Imagine an arid landscape dotted with sagebrush and distinguished by sandstone hoodoos, caprocks, and plateaus. If the picture in your mind includes a T. Rex or Triceratops, even better. You’ve just imagined the “classroom” where 24 Montana Bible College students began their fall semester—minus any live dinosaurs, of course!
The week-long, 3-credit paleontology intensive included instruction from creation-based paleontologists who work with the Glendive Dinosaur and Fossil Museum and hands-on lab time at a live dig site. Through coursework before, during, and after the dig, students pushed into geology, paleontology, and Biblical truth to “shore up” the first 11 chapters of Genesis and make them a foundation for their Christian faith and worldview. Showing students that God’s creation and his interaction with his creation is true can often prevent their faith from ending up on the chopping block later in life.

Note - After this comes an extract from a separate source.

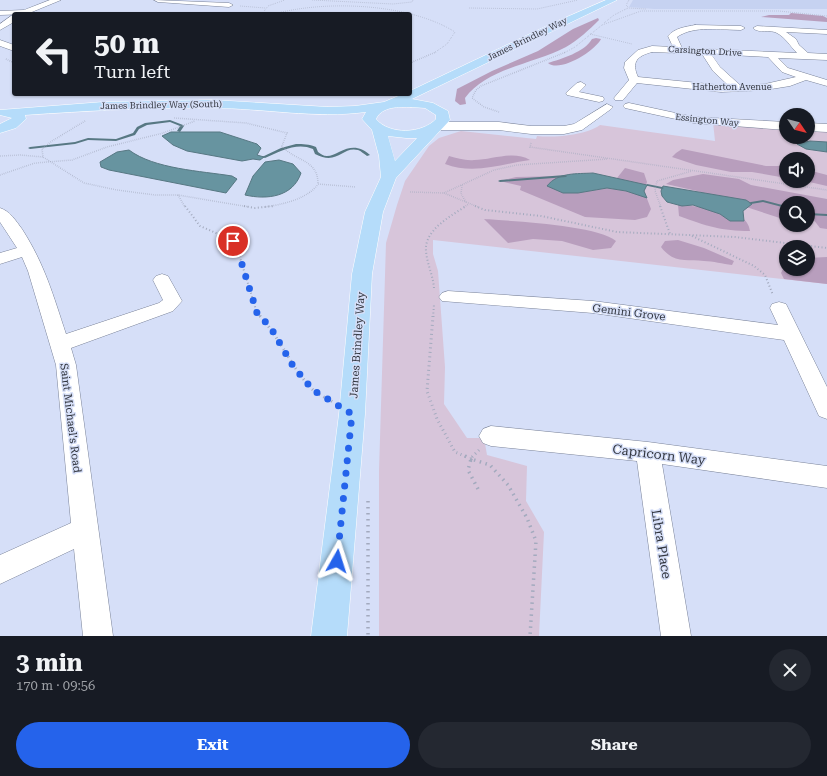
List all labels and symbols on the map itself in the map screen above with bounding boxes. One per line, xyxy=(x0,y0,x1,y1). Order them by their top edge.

“They all came away with a more robust understanding and faith about those things the scriptures say we can believe,” MBC Vice President of Student Affairs Joe King said. “They can believe it for themselves because they were able to see, to touch, and literally even to taste.”
(One method paleontologists use to distinguish rock from fossil is lightly touching the specimen to their tongue. Fossils will “stick” to the tongue; rocks will not.)
Following class time, students went to a nearby dig site. They carefully dug into the Hell Creek Formation near Glendive revealing bone fragments and teeth from a variety of dinosaurs and other historic creatures. By the end of three days of prospecting and digging, each student had extracted a fossil—a rib, a hip bone, part of a skull.
Bill Ham, a retired Forest Service professional land surveyor and Montana Institute of the Bible alumni, took a flight from Oregon to Montana to participate as a student in the dig. For Ham, the class fulfilled a lifelong dream—and further strengthened his faith.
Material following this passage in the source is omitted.